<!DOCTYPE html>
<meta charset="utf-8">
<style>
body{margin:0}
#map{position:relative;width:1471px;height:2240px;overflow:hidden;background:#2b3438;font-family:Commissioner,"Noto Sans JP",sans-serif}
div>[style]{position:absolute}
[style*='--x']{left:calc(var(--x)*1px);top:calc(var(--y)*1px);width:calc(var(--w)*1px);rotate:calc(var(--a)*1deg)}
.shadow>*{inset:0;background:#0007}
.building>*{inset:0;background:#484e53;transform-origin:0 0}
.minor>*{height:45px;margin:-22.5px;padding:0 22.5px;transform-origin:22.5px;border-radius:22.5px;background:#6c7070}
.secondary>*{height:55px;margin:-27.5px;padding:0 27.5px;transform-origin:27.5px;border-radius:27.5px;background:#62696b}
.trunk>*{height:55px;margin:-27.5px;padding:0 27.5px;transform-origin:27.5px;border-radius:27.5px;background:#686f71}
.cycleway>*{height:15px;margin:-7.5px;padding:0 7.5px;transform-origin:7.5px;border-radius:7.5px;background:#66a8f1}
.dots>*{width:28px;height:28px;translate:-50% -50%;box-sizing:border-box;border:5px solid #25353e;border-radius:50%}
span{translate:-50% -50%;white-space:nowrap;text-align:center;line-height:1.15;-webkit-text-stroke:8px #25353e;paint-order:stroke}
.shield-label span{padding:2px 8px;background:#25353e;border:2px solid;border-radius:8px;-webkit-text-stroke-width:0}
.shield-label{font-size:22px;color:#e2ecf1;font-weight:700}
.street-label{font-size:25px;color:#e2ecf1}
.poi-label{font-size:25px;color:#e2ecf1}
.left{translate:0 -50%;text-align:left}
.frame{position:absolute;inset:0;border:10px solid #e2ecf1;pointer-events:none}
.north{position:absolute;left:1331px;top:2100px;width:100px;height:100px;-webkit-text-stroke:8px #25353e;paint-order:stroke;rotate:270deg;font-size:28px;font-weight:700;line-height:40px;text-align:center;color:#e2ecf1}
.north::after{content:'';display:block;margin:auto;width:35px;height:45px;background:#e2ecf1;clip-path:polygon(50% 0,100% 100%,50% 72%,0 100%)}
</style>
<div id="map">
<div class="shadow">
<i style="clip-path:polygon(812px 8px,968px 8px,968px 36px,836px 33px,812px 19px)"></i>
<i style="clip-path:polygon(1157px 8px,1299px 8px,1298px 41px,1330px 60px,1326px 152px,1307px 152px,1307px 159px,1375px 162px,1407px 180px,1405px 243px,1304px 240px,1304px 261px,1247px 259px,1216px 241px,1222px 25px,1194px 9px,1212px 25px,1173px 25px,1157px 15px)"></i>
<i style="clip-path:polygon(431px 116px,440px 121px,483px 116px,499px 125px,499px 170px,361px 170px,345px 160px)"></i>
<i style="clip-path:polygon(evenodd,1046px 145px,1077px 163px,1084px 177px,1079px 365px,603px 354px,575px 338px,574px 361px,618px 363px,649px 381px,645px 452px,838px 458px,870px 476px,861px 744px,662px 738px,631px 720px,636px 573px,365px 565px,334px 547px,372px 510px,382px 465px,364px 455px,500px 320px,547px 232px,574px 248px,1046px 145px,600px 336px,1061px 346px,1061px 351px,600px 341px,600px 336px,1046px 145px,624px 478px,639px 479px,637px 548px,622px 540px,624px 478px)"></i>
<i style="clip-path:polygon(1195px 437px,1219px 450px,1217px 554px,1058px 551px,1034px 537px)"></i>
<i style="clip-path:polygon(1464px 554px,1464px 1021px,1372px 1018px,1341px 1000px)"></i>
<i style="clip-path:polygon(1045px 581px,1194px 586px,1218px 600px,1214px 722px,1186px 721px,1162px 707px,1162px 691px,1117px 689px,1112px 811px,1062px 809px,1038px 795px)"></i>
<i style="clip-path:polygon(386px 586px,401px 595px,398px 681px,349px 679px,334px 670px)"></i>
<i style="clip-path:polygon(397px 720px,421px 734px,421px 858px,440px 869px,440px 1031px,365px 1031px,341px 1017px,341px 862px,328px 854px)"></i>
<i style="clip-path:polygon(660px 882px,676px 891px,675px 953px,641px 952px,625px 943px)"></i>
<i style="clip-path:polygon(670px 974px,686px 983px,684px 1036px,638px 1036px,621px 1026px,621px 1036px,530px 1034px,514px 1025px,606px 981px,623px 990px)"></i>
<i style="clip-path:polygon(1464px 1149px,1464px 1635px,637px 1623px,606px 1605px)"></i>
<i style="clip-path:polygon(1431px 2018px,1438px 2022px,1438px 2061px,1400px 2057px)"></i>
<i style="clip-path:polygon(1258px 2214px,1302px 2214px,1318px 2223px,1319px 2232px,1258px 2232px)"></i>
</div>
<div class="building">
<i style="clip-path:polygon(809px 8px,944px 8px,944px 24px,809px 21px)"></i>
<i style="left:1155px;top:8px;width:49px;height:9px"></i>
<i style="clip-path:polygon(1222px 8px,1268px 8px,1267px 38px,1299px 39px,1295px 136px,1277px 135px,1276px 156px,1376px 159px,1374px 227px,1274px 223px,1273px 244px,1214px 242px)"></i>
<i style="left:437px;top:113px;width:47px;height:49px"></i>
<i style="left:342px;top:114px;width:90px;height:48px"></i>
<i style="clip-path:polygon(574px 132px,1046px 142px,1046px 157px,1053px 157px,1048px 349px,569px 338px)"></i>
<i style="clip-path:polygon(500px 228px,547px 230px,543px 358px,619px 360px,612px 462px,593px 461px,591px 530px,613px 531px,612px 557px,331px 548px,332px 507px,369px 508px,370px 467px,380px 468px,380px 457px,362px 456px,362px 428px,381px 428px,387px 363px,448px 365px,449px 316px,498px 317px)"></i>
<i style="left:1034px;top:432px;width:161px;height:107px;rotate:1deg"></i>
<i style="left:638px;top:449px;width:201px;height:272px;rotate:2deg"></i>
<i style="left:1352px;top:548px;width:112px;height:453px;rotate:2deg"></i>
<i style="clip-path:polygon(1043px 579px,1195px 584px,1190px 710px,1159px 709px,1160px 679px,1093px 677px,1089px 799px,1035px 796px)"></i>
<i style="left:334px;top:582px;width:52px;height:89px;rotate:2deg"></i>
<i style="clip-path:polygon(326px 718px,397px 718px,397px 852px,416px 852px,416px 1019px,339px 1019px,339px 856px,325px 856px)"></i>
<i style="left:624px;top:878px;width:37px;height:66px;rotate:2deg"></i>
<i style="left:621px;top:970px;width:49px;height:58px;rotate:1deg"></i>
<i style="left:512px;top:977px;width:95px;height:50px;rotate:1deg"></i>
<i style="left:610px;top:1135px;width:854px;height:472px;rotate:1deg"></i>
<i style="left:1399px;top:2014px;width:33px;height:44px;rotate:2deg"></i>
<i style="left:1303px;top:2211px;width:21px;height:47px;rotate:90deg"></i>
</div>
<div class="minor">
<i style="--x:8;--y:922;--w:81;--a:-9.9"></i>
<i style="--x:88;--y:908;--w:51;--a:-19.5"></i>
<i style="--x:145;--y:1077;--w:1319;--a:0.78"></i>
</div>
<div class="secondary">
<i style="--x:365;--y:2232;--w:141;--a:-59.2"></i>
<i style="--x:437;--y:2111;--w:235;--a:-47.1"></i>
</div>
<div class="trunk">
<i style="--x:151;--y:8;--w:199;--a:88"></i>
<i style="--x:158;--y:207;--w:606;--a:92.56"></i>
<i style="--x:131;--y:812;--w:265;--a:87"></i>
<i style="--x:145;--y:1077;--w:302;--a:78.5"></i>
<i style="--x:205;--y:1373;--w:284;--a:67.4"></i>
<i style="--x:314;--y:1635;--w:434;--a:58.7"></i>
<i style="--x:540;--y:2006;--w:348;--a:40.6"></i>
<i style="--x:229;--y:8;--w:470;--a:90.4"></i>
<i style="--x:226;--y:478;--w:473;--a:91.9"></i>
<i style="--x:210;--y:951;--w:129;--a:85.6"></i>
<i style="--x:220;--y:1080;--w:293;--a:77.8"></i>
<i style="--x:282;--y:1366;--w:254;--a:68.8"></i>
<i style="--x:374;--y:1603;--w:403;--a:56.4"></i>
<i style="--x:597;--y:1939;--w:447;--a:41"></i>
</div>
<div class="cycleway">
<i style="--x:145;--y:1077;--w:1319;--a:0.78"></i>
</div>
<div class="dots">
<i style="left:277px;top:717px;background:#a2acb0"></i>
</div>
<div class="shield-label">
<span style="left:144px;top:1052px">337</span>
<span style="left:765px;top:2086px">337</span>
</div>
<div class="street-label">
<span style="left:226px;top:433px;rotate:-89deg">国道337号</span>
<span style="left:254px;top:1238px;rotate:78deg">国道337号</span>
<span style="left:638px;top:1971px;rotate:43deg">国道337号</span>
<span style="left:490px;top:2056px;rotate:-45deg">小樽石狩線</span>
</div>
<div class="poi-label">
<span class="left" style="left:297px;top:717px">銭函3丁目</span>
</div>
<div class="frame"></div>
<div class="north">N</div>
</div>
***
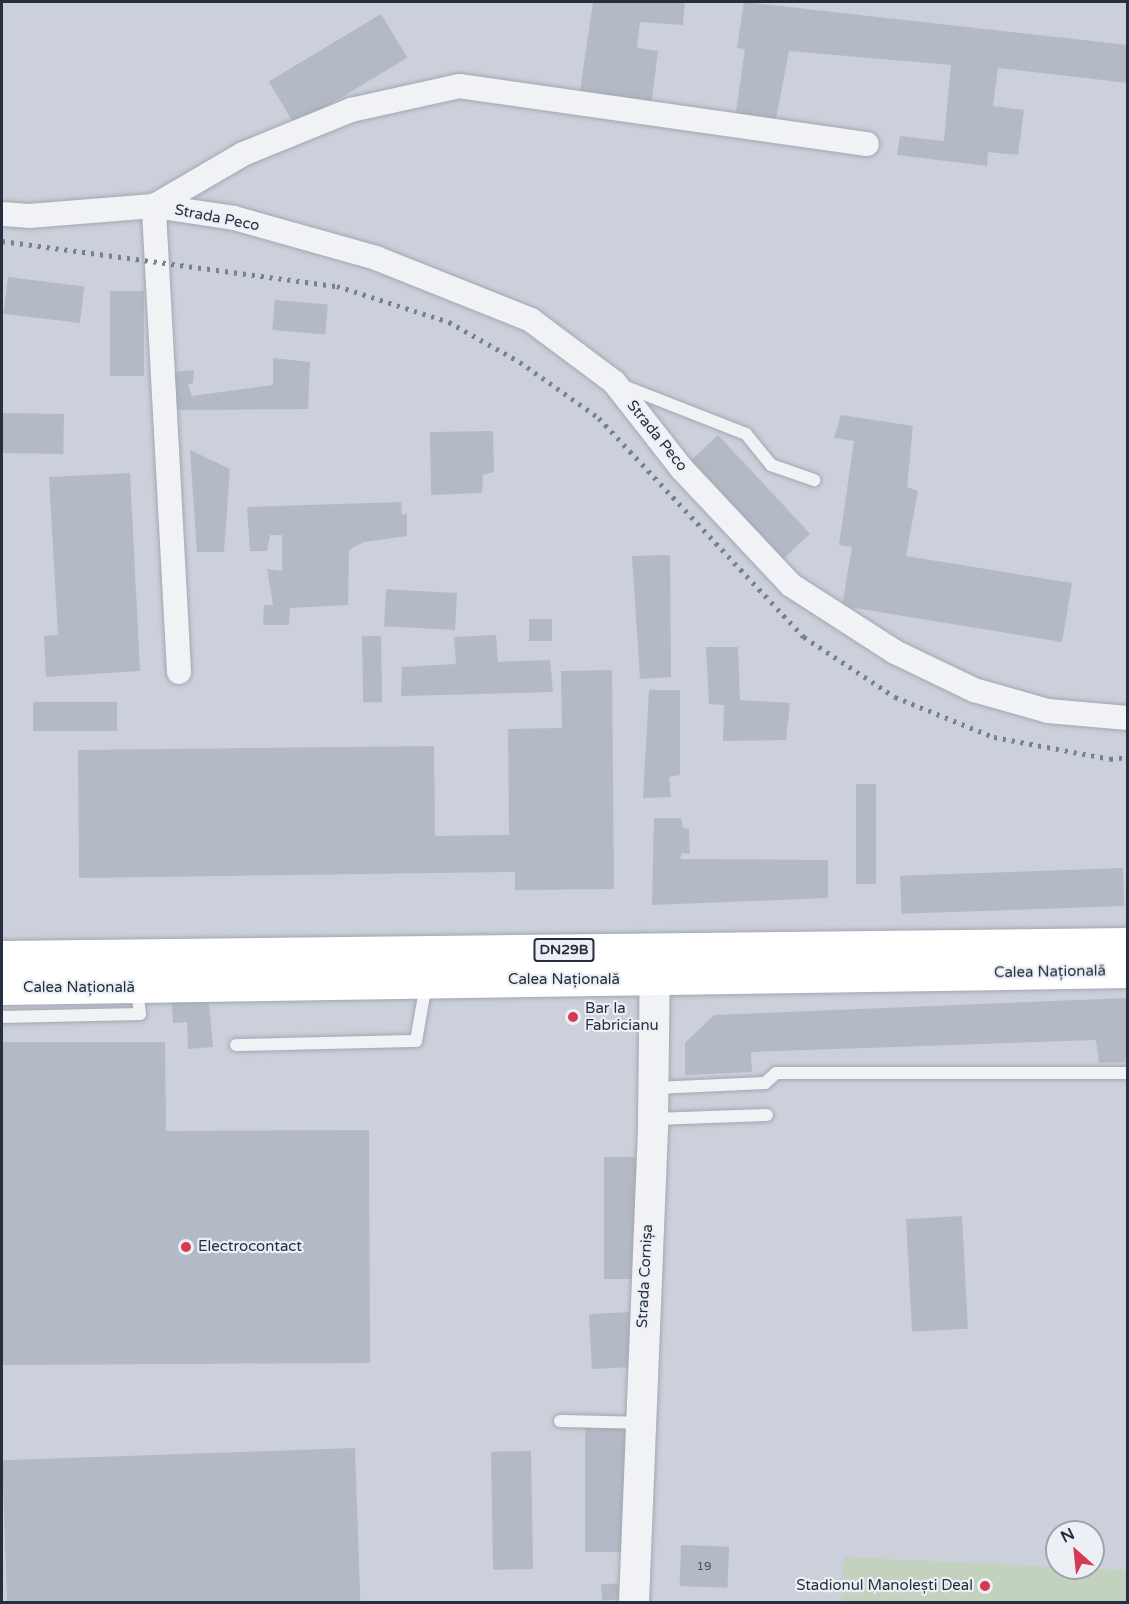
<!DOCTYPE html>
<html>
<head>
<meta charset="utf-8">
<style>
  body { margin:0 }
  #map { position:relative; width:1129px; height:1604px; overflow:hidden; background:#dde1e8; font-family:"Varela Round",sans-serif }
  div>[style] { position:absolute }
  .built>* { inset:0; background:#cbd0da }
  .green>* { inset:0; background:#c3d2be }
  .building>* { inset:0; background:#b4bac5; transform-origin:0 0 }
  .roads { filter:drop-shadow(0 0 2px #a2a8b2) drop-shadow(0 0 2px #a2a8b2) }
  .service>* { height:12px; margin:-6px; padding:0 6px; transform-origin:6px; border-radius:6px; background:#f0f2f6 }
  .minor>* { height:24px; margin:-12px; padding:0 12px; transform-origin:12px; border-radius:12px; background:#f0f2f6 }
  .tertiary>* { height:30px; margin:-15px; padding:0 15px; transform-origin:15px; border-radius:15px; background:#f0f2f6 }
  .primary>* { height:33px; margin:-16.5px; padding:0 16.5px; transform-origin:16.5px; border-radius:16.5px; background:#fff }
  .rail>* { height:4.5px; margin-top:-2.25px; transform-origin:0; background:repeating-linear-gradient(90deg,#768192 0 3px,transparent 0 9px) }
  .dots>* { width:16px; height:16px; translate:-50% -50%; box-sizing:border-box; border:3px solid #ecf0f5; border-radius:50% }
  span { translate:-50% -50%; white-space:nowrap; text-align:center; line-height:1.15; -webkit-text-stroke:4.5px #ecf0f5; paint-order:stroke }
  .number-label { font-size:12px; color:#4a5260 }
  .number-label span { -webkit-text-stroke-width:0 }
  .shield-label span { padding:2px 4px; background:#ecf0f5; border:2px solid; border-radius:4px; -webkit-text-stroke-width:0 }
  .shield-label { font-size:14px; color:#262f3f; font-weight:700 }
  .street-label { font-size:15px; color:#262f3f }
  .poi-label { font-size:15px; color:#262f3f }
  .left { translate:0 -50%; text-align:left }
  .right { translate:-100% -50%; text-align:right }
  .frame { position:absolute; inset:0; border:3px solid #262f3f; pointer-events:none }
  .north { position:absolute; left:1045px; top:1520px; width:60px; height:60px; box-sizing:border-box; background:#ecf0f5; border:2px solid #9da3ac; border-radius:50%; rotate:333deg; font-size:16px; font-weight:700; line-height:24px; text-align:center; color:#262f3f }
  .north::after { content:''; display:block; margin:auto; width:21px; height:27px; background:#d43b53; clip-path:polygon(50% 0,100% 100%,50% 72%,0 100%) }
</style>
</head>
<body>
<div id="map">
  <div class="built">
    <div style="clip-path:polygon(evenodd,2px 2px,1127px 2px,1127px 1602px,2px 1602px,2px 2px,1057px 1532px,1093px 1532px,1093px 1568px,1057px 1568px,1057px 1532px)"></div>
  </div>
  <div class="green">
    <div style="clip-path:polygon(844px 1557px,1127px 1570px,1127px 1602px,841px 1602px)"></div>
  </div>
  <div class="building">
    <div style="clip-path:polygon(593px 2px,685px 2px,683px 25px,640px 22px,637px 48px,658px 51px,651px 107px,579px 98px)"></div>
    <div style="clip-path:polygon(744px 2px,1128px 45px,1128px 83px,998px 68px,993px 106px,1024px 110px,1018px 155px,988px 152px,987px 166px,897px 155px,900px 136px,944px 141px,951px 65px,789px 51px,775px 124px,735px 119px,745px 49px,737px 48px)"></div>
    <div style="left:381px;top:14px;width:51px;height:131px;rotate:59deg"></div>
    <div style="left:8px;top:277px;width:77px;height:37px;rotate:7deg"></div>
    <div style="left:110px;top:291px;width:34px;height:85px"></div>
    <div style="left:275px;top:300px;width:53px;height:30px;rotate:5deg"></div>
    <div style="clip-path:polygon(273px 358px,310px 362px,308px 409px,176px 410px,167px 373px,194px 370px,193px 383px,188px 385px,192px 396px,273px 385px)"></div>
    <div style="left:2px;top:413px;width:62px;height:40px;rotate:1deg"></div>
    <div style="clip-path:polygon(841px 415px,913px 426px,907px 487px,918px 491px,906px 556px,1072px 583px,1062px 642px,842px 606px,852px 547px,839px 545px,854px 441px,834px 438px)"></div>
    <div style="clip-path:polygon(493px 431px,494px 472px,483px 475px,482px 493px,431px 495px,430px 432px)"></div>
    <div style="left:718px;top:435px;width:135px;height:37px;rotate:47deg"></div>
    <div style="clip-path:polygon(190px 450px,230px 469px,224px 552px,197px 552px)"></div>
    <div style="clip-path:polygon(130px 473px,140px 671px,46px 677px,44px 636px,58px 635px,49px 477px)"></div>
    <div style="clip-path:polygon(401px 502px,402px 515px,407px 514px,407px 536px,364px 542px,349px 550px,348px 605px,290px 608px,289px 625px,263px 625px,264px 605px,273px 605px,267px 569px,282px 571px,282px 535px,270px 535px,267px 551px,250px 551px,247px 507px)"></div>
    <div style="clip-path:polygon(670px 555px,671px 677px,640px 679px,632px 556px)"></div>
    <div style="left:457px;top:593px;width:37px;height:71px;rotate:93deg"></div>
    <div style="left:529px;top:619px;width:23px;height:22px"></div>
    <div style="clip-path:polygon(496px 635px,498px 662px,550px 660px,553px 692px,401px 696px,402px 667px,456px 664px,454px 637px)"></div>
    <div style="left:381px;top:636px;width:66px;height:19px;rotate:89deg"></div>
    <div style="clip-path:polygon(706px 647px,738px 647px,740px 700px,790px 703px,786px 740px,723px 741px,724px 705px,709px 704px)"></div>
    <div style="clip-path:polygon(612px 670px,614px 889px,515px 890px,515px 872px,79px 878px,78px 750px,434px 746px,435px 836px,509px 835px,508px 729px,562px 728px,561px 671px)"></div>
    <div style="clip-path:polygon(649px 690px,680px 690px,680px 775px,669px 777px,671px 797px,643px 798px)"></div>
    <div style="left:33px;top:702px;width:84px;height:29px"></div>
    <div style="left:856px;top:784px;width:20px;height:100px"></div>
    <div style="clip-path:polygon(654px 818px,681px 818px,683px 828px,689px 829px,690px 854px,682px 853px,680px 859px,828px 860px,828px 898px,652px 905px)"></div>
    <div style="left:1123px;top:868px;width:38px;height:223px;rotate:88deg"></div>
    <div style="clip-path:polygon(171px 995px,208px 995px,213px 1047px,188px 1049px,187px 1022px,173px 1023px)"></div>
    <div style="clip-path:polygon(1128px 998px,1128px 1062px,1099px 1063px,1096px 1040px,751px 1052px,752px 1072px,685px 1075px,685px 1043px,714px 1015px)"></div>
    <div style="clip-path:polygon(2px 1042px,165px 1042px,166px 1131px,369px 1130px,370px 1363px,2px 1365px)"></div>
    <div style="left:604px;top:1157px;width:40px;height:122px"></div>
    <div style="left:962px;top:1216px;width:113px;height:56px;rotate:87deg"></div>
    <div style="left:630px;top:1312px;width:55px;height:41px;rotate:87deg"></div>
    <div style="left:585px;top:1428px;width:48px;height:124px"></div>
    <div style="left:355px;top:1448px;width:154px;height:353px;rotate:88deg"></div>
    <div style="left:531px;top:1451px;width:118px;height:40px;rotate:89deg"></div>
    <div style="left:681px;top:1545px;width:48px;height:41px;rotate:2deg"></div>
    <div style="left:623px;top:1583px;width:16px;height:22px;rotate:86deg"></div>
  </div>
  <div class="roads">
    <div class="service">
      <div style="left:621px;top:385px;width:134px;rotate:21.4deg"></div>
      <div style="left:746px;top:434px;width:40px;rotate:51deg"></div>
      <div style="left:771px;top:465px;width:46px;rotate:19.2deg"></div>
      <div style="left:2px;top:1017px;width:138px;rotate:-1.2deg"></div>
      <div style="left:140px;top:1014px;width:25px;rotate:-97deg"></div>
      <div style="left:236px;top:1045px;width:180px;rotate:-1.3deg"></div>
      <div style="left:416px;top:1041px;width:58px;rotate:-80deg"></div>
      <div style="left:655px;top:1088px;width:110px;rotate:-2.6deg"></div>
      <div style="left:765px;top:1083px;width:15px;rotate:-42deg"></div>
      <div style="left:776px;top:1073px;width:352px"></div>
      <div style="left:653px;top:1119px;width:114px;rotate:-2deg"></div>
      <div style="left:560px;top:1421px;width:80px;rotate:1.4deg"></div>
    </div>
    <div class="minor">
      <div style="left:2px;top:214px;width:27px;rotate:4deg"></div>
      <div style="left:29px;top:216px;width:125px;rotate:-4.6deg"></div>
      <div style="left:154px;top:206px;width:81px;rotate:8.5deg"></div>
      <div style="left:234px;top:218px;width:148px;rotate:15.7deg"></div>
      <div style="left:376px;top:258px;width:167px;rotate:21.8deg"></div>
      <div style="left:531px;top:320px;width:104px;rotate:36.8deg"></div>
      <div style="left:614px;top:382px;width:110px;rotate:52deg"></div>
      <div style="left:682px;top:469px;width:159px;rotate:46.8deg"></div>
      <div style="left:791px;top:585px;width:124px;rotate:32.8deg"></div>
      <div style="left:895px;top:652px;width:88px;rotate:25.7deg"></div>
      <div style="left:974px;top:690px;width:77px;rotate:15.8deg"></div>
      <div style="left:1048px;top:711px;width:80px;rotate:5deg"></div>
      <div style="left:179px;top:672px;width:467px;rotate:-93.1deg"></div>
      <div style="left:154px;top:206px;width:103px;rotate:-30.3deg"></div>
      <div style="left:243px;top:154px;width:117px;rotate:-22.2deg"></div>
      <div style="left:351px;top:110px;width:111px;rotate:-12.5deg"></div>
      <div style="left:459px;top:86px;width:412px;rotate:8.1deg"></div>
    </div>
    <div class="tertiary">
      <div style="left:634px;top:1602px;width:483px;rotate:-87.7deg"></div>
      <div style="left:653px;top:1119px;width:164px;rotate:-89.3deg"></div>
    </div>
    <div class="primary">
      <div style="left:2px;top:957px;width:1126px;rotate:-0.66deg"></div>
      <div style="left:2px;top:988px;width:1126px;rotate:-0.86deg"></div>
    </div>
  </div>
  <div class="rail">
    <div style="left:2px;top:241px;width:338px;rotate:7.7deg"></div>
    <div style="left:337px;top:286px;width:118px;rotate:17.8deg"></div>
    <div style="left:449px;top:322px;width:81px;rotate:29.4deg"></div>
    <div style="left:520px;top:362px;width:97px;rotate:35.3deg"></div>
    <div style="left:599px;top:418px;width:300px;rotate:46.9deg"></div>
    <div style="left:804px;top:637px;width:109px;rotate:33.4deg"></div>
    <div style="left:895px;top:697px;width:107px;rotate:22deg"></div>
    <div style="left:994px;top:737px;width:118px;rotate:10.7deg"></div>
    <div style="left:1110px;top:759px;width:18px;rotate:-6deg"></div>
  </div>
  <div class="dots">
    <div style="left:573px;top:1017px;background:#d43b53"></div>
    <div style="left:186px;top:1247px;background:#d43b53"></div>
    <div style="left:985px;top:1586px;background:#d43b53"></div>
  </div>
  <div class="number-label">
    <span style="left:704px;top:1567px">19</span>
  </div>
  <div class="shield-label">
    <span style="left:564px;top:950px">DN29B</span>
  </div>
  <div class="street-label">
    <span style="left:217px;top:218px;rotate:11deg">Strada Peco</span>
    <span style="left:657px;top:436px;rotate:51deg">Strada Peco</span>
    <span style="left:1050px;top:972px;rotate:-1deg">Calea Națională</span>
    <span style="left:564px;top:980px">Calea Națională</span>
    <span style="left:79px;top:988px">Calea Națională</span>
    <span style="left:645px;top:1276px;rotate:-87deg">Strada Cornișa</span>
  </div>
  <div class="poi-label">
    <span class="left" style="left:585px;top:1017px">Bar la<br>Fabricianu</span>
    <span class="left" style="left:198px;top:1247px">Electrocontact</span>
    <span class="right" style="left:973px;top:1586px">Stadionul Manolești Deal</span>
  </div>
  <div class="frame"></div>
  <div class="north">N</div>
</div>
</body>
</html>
***
- DIRECTIONS FOR THIS TASK
Lines above that include the string "service" need to be copied.

- RESULT FOR THIS TASK
  .service>* { height:12px; margin:-6px; padding:0 6px; transform-origin:6px; border-radius:6px; background:#f0f2f6 }
    <div class="service">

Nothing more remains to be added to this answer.